In November, my Zune stopped playing audiobooks. Researching the problem on the internet it sounded like the best approach might be to reload the software. I decided I didn’t want to take the chance of messing with my Zune to the point it wouldn’t play songs anymore.
It was time to start using my 7th generation 16Gb iPod Nano for audiobooks. I had bought the Nano to use at the gym since it was much smaller than my 30 Gb Zune.
Your library will let you download audiobooks as WMA or MP3 files. While transferring Overdrive WMA audiobooks from a Windows machine to an Apple device isn’t straightforward, I recommend choosing this format because listening to WMA audiobooks on your iPod has some definite advantages. (Note: all these features work on 7g Nano’s but I’m not sure they work on older models.)

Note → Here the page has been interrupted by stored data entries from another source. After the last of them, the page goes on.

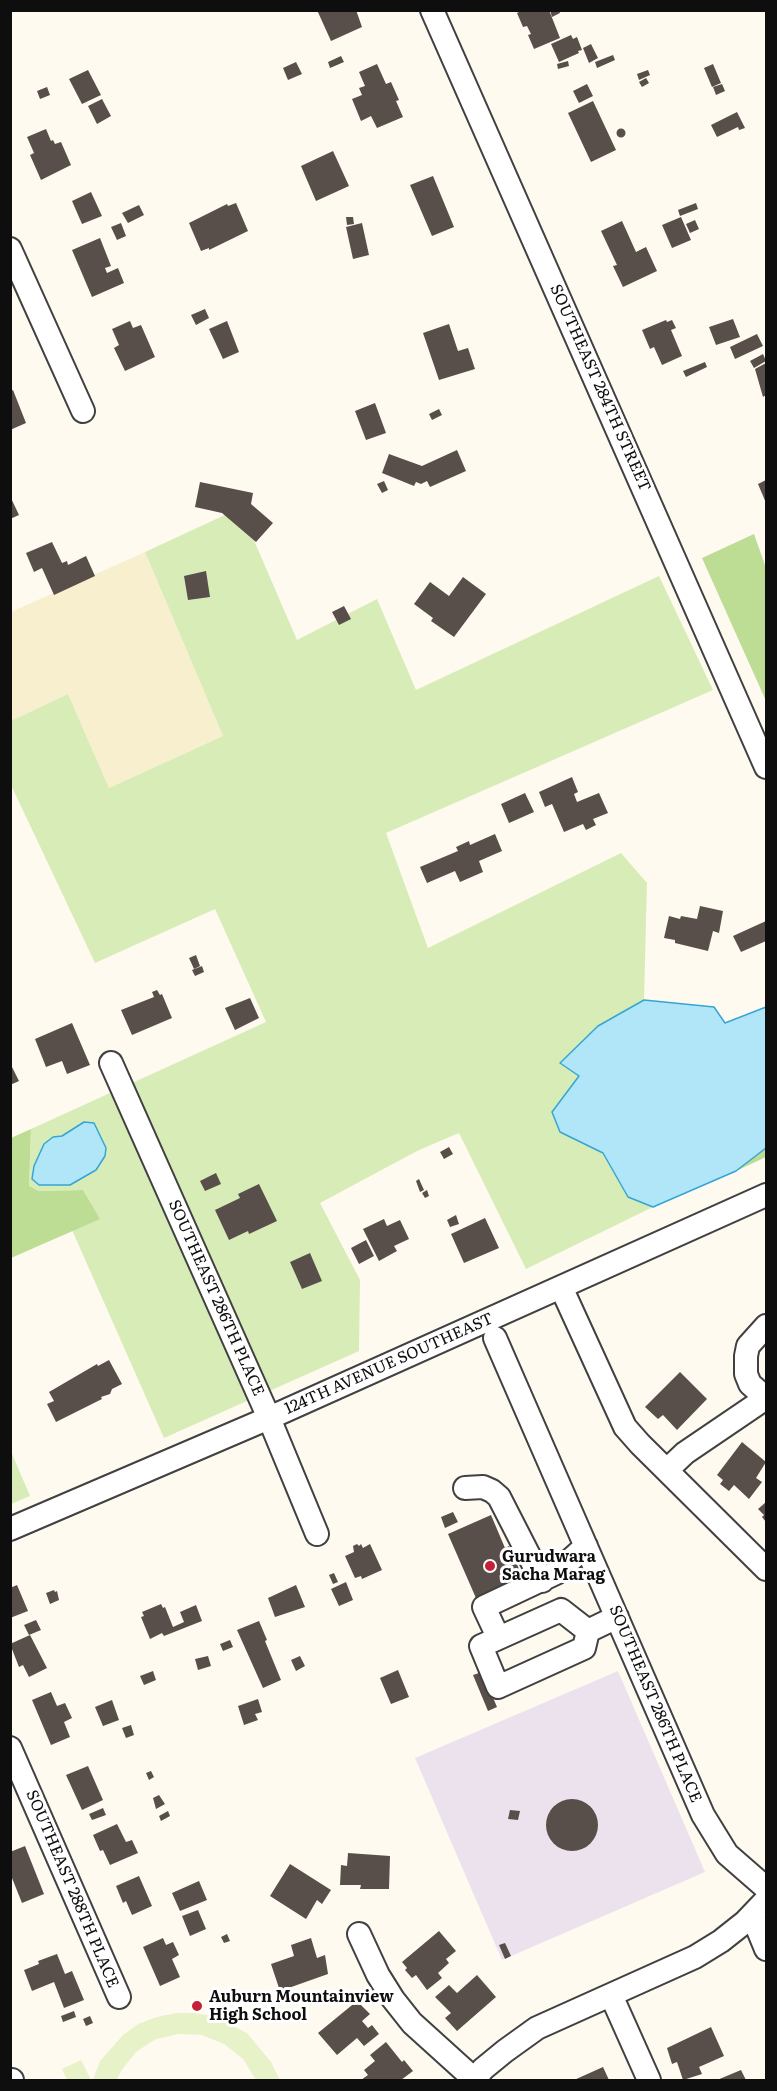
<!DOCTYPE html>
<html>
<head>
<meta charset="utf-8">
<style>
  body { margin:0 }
  #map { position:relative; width:777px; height:2091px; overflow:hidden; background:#fffaf0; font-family:Literata,serif }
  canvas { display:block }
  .frame { position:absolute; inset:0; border:12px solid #0e0e0e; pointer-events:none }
</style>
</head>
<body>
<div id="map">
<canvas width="777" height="2091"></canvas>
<div class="frame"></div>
</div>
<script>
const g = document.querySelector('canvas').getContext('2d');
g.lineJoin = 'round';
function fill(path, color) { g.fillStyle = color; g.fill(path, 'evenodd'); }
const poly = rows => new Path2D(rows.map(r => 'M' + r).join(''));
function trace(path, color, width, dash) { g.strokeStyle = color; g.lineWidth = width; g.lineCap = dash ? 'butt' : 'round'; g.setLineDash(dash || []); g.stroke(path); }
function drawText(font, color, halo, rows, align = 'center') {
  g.font = font + ' Literata,serif'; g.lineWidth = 6; g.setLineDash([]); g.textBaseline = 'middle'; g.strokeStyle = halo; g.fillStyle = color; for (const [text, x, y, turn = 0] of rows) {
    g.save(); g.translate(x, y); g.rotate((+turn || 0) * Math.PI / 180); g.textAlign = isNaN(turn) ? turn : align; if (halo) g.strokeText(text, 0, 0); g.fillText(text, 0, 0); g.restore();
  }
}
const industrial = poly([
  [618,1671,705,1872,502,1960,415,1758]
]);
const farmland = poly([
  [145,552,223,736,109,788,68,694,11,721,11,612]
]);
const green = poly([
  [240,508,297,640,377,599,416,690,659,576,713,690,386,833,428,948,621,853,647,883,644,1000,598,1026,560,1063,579,1076,560,1132,603,1153,628,1197,653,1207,526,1269,459,1133,419,1150,320,1203,360,1280,359,1351,164,1438,72,1230,99,1219,83,1190,39,1191,29,1186,31,1129,266,1022,215,909,95,963,11,785,11,721,68,694,109,788,223,736,145,552],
  [10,1449,30,1496,11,1504,10,1504]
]);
const forest = poly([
  [754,534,766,568,766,701,702,558],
  [31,1129,29,1186,39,1191,83,1190,100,1219,11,1258,11,1138],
  [766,1148,766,1157,736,1171]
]);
const pitch = poly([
  [176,2013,195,2013,215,2017,247,2033,271,2062,280,2080,256,2080,243,2059,224,2044,202,2035,179,2034,156,2039,136,2052,121,2071,117,2080,93,2080,100,2061,123,2035,138,2024,157,2017],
  [81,2060,91,2080,67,2080,62,2069]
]);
const water = poly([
  [644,1000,714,1007,725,1023,766,1007,766,1148,736,1171,653,1207,628,1197,603,1153,560,1132,552,1112,579,1076,560,1063,598,1026,644,1000],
  [84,1122,94,1123,106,1148,105,1156,96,1170,70,1185,39,1185,32,1179,34,1166,44,1144,53,1137,62,1136,84,1122]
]);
const building = poly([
  [317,10,356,10,362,27,331,41],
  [523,10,549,10,560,38,534,49,528,35,531,34,527,26,523,27,517,13],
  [550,10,559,10,560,13,552,17],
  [571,35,573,39,577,37,582,50,578,51,579,53,559,62,551,44],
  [591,44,598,58,589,63,583,48],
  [613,55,615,60,597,68,595,62],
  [341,56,344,62,330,68,328,62],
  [568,61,569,66,558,69,557,64],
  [296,62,302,74,288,80,283,68],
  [377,64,386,84,391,82,399,100,396,101,403,117,377,128,371,116,361,121,352,99,362,95,359,88,365,86,359,72],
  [713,64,721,83,712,87,704,68],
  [88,70,101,95,82,104,69,79],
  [648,70,650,75,639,80,637,74],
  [646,78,649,83,642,87,639,82],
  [587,84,593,96,579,103,573,91],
  [722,84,725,91,716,95,713,87],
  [47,87,50,95,40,99,37,91],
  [102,99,111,116,97,124,88,106],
  [593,101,616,150,591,162,568,113],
  [737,112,745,128,739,130,738,127,717,137,711,125],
  '616.5 133a4.5 4.5 0 1 1 9 0a4.5 4.5 0 1 1-9 0Z',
  [46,129,51,141,53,140,55,144,61,142,71,165,41,180,30,155,34,153,27,137],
  [333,151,349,186,316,201,301,166],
  [433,176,454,227,432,236,410,185],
  [91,192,102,216,82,224,72,201],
  [236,203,248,231,209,250,209,248,201,251,189,223,227,204,228,206],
  [696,203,698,209,680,216,678,210],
  [139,205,144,215,128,223,122,213],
  [346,217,353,217,354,224,347,225],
  [681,217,691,240,672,248,662,225],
  [695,220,699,229,690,233,686,224],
  [622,221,636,252,646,247,657,271,623,287,613,266,617,265,601,231],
  [121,223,126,236,117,240,111,227],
  [362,223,369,255,353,259,346,227],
  [100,238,111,266,105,268,107,273,118,268,124,283,92,297,72,250],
  [205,309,209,318,196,325,191,315],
  [733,319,740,337,716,345,709,327],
  [666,320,667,322,672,320,676,328,671,330,682,356,662,365,654,347,650,349,642,330],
  [130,321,133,328,141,325,155,357,125,371,114,348,119,345,112,329],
  [227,321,239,352,223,359,209,329],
  [449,324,458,351,468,348,475,369,439,380,423,333],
  [757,334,763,346,735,359,730,347],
  [763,354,766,361,754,368,750,361],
  [705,362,707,367,686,377,683,371],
  [766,363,766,395,763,397,755,369],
  [13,390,26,423,10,430,10,391],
  [375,403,386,433,366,440,355,411],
  [439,409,442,415,432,420,429,414],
  [457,450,466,471,430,487,427,481,421,484,416,482,414,486,382,473,389,454,422,466],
  [766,480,766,503,758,484],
  [384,481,388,490,382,493,377,484],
  [200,482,253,493,251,504,273,523,256,542,222,513,195,507],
  [10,496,19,515,10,519],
  [52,542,62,563,67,561,68,565,86,556,95,576,54,595,42,568,34,572,26,553],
  [206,571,210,597,188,600,184,576],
  [463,577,486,594,454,637,431,621,433,618,414,604,430,582,449,596],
  [344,606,351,619,339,625,332,612],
  [572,777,578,792,574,794,577,802,599,793,608,813,593,819,596,825,586,830,583,824,564,832,552,804,545,807,539,792],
  [525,793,534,812,509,823,501,804],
  [495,834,502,851,479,861,483,872,460,882,455,871,427,883,420,867,458,851,456,847,469,841,470,845],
  [700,906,723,911,719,933,713,931,708,951,675,943,675,940,664,938,669,916,680,919,681,916,697,919],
  [766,921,766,941,741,952,733,936],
  [196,955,200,966,194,969,189,958],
  [202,966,204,972,195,976,192,970],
  [157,990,160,995,162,994,172,1018,132,1035,121,1010,154,997,152,992],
  [250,998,259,1018,235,1030,225,1008],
  [72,1023,90,1065,67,1074,62,1061,46,1067,35,1039],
  [10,1063,19,1081,10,1085],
  [449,1147,453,1154,444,1159,440,1152],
  [216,1173,221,1184,205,1191,200,1181],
  [419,1179,424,1190,420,1192,416,1181],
  [259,1184,277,1221,249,1234,248,1231,229,1240,215,1210,240,1198,238,1194],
  [427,1190,429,1196,425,1198,422,1193],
  [456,1215,459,1224,450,1227,447,1220],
  [485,1218,499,1248,464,1263,451,1234],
  [384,1219,387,1226,400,1220,409,1239,394,1246,397,1251,379,1261,363,1229],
  [366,1240,374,1256,359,1264,351,1248],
  [310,1253,322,1281,302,1289,290,1262],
  [109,1360,122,1384,112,1389,110,1394,101,1397,102,1399,56,1422,47,1404,54,1401,49,1392,97,1364,98,1366],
  [680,1372,707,1399,677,1430,663,1415,658,1419,645,1407],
  [742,1442,766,1462,756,1478,762,1482,749,1499,734,1485,729,1491,720,1484,723,1480,717,1475],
  [766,1502,766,1522,762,1517,764,1515,758,1509],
  [453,1512,458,1522,445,1528,441,1517],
  [491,1515,505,1548,509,1546,526,1585,479,1605,448,1534],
  [357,1544,359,1546,361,1544,363,1548,370,1544,382,1570,362,1579,361,1576,355,1578,345,1556,354,1552,353,1546],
  [334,1573,338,1582,333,1584,329,1575],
  [346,1582,353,1600,339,1606,331,1589],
  [17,1585,28,1611,10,1618,10,1588],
  [296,1585,305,1607,275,1617,268,1598],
  [54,1590,55,1592,57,1591,59,1600,50,1604,46,1593],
  [161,1604,163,1608,165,1607,173,1627,184,1622,180,1612,196,1605,202,1621,164,1636,162,1633,150,1639,141,1617,144,1616,142,1612],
  [36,1620,41,1630,29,1635,24,1625],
  [259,1621,267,1640,265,1641,281,1680,263,1688,237,1630],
  [30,1635,47,1668,29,1677,23,1665,19,1667,10,1644],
  [230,1640,233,1647,223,1651,220,1644],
  [208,1656,211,1666,198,1670,195,1659],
  [300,1656,305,1666,296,1671,291,1660],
  [398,1670,409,1697,391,1704,380,1678],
  [153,1671,156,1680,144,1685,140,1676],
  [482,1672,497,1707,488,1711,473,1675],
  [51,1692,57,1706,65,1703,72,1718,64,1722,70,1737,51,1745,32,1700],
  [258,1699,262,1712,255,1714,258,1720,244,1725,238,1706],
  [112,1700,119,1720,103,1726,95,1707],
  [131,1725,134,1735,126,1738,122,1728],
  [88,1766,103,1800,82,1810,66,1775],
  [151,1771,154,1777,149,1780,146,1773],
  [159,1795,165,1804,156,1809,153,1798],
  '546 1825a26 26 0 1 1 52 0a26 26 0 1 1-52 0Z',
  [103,1808,106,1815,92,1820,89,1814],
  [510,1810,520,1811,518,1820,508,1819],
  [168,1811,170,1816,161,1821,159,1816],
  [117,1824,126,1842,132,1840,138,1853,110,1865,103,1850,100,1851,93,1835],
  [25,1846,44,1894,22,1903,10,1873,10,1852],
  [348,1853,390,1856,389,1889,360,1889,361,1885,340,1885,341,1865,347,1866],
  [290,1864,331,1890,322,1904,317,1900,306,1919,270,1896],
  [139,1876,152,1906,132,1915,126,1901,123,1903,116,1886],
  [199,1881,207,1900,180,1911,172,1893],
  [198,1910,206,1929,190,1936,182,1916],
  [439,1931,456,1951,446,1959,449,1963,438,1973,442,1978,427,1990,416,1975,412,1978,405,1970,407,1968,402,1962],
  [227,1934,230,1941,224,1943,221,1937],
  [163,1938,166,1945,173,1942,179,1955,172,1959,180,1977,160,1986,143,1947],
  [311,1938,317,1958,325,1955,328,1974,280,1991,271,1964,294,1956,291,1945],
  [505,1943,511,1956,505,1959,499,1945],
  [57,1954,65,1974,72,1971,84,2000,64,2008,54,1982,32,1991,24,1970,39,1964,38,1961],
  [477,1975,496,1997,457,2031,445,2018,451,2013,435,1997,449,1985,457,1993],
  [357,2001,370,2014,362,2021,368,2028,372,2025,379,2034,364,2046,357,2038,337,2055,318,2033],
  [74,2011,76,2017,63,2022,61,2016],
  [90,2016,93,2023,86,2026,83,2019],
  [711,2027,724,2056,699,2067,702,2074,683,2080,677,2062,672,2064,667,2048],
  [386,2042,402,2062,404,2060,413,2071,401,2080,361,2080,368,2075,364,2070,375,2061,370,2055],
  [603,2067,609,2080,574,2080],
  [741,2070,746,2080,717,2080]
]);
const minor = poly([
  [432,10,766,767],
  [10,249,83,411],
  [111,1063,269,1418,317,1534],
  [561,1287,625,1427,640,1444,766,1569],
  [495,1338,703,1815,727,1854,766,1888],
  [667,1470,685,1453,766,1398,750,1384,746,1374,746,1356,748,1346,766,1326],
  [465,1488,483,1487,492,1491,499,1497,542,1581],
  [10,1529,269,1418,766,1195],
  [588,1631,584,1648,498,1687,481,1646,561,1610,588,1631,617,1617],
  [498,1637,484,1607,556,1573,586,1546],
  [10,1748,119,1997],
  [752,1915,766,1949],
  [359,1934,378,1975,393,1999,412,2023,475,2080],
  [611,1995,649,2080],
  [10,2080,12,2080],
  [474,2080,483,2069,505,2051,537,2028,695,1957,721,1941,745,1922,766,1900]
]);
const markers = [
  [490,1566,6,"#c61f38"],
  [197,2006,6,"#c61f38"]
];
const streetNames = [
  ["SOUTHEAST 284TH STREET",600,388,66],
  ["SOUTHEAST 286TH PLACE",216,1298,66],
  ["124TH AVENUE SOUTHEAST",389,1364,-24],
  ["SOUTHEAST 286TH PLACE",655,1704,67],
  ["SOUTHEAST 288TH PLACE",72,1889,67]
];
const poiNames = [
  ["Gurudwara",502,1557],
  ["Sacha Marag",502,1575],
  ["Auburn Mountainview",209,1997],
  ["High School",209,2015]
];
fill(industrial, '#ebe2ed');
fill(farmland, '#f7efce');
fill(green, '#d8ecb7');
fill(forest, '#bddd95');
fill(pitch, '#e8f2c9');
fill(water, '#b1e6f9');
trace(water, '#35a5d4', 1.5);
fill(building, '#584e4a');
trace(minor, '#414141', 26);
trace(minor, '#fff', 22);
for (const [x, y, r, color] of markers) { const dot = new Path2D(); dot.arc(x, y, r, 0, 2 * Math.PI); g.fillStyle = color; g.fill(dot); trace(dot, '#fff', 2); }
drawText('16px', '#0e0e0e', '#fff', streetNames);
drawText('bold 16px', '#0e0e0e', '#fff', poiNames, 'left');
</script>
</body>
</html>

1) When you download a WMA, the book will show up as an audiobook on your Nano, allowing you to easily switch between books and music. With the MP3 format, books will show up as an album, mixed among all your other music on the device.

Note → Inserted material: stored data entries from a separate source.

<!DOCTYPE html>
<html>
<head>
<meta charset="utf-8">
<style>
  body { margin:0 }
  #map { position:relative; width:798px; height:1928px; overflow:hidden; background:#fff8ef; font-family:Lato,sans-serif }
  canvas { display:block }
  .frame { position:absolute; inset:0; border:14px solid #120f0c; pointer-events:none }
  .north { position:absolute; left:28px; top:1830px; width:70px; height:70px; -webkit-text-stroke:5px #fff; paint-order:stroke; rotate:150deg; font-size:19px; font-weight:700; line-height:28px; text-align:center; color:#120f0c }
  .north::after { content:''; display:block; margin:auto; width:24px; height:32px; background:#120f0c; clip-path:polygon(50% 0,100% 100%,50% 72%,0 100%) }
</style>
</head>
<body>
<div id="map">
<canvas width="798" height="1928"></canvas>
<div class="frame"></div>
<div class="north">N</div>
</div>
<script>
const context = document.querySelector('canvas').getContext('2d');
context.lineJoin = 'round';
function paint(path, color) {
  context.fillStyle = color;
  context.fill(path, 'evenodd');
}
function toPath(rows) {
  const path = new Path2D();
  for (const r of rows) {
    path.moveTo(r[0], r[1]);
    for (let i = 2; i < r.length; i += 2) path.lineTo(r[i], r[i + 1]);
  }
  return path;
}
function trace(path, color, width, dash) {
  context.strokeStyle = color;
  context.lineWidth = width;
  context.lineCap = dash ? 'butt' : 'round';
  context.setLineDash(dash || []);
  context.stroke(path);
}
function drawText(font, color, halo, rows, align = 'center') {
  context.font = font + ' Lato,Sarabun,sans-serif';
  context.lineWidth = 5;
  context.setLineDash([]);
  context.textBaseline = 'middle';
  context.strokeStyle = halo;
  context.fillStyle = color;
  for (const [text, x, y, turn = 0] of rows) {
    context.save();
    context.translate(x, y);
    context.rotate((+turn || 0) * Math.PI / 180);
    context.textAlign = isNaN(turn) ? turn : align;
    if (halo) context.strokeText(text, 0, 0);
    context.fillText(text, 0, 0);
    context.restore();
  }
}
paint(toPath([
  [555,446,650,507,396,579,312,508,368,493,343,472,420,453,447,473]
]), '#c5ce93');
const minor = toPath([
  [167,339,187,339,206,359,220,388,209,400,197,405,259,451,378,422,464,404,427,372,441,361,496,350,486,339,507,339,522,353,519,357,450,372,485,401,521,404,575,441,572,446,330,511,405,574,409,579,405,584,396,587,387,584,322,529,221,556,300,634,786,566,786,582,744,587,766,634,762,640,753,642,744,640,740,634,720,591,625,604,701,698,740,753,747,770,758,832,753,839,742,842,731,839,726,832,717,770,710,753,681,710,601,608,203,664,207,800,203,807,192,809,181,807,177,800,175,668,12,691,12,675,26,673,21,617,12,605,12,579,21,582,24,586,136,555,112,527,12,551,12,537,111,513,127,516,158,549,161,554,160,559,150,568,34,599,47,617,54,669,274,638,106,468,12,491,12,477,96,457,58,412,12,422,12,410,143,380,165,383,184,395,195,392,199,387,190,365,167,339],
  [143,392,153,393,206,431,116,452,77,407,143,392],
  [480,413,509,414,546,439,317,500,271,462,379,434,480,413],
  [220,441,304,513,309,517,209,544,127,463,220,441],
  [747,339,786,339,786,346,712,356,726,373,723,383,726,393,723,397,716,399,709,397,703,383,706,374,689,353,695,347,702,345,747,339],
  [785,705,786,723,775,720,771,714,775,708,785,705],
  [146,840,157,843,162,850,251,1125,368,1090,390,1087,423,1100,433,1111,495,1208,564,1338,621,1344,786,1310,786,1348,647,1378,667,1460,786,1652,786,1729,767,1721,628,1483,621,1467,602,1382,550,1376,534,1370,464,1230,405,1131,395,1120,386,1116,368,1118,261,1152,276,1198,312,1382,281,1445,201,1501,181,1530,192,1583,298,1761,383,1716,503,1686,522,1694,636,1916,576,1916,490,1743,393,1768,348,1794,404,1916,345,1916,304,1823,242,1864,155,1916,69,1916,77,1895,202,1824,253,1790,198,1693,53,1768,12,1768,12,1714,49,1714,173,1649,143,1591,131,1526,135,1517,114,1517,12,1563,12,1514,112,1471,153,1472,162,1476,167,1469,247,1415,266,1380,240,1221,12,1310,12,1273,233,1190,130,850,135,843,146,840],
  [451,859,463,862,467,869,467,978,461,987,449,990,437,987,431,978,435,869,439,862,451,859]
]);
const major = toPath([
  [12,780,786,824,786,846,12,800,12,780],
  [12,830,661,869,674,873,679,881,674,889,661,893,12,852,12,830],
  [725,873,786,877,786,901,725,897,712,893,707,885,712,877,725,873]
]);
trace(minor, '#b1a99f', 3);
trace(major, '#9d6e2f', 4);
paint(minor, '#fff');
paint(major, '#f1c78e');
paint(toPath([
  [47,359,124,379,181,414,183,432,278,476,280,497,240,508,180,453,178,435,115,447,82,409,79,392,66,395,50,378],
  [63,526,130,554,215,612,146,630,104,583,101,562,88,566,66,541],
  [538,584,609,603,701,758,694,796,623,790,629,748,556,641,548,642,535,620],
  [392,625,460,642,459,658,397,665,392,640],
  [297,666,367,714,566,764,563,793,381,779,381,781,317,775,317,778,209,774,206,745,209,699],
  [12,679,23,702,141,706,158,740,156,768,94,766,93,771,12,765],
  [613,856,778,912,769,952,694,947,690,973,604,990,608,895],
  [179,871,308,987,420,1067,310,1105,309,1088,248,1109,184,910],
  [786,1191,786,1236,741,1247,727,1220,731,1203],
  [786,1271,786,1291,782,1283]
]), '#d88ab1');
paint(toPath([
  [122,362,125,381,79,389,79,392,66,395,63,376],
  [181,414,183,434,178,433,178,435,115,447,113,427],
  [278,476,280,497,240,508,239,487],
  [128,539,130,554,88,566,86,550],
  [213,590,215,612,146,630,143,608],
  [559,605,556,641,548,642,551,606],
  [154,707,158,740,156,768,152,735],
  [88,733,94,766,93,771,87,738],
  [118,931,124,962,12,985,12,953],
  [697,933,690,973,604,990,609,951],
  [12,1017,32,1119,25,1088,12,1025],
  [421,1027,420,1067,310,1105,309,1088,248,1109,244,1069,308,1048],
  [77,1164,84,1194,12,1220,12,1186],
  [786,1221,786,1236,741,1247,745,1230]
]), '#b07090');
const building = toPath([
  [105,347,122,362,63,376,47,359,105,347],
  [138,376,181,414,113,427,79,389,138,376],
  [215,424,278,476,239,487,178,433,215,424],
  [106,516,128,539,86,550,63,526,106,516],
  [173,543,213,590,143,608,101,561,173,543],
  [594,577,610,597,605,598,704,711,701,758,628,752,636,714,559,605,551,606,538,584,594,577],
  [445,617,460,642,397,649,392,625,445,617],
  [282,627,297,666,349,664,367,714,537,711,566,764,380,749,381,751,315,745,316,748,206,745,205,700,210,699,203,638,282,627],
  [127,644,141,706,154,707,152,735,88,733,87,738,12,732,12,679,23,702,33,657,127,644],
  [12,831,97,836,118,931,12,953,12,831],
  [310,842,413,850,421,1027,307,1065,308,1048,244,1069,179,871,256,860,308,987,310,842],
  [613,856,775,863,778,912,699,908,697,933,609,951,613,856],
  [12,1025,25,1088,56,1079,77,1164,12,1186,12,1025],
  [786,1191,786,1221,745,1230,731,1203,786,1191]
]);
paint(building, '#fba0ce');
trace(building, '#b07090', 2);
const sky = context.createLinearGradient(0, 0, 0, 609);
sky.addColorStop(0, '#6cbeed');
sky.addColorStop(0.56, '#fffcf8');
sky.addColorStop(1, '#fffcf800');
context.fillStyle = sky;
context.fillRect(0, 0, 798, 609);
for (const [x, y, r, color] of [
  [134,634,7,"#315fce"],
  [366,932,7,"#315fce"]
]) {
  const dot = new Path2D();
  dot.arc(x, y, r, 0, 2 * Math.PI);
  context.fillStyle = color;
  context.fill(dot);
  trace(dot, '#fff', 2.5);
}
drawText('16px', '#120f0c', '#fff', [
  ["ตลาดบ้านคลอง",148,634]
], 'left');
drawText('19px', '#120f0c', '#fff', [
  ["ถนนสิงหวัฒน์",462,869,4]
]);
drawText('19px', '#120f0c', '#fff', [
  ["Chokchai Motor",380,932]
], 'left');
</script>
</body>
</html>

2) Audiobooks have the capability to be listened to at half and double speed. I love this capability since it significantly reduces the amount of time to listen to an audiobook.
3) Audiobooks have a “go back 30 seconds” option which is handy when all of a sudden you realize you weren’t quite paying attention.
One advantage with MP3 audiobooks is that my library lets me return them as soon as I’m done. Otherwise, I have to hold onto my WMAs for the full checkout period (usually I choose 21 days to be sure I can finish the book). This is not really an issue as my library recently upped to 12, the number of items I can digitally check out. It does take significantly longer to transfer WMAs to your Nano, since iTunes has to convert each file/part to a compatible AAC format.
I’m really glad my Zune stopped playing audiobooks so I can now listen to them double speed on my Nano.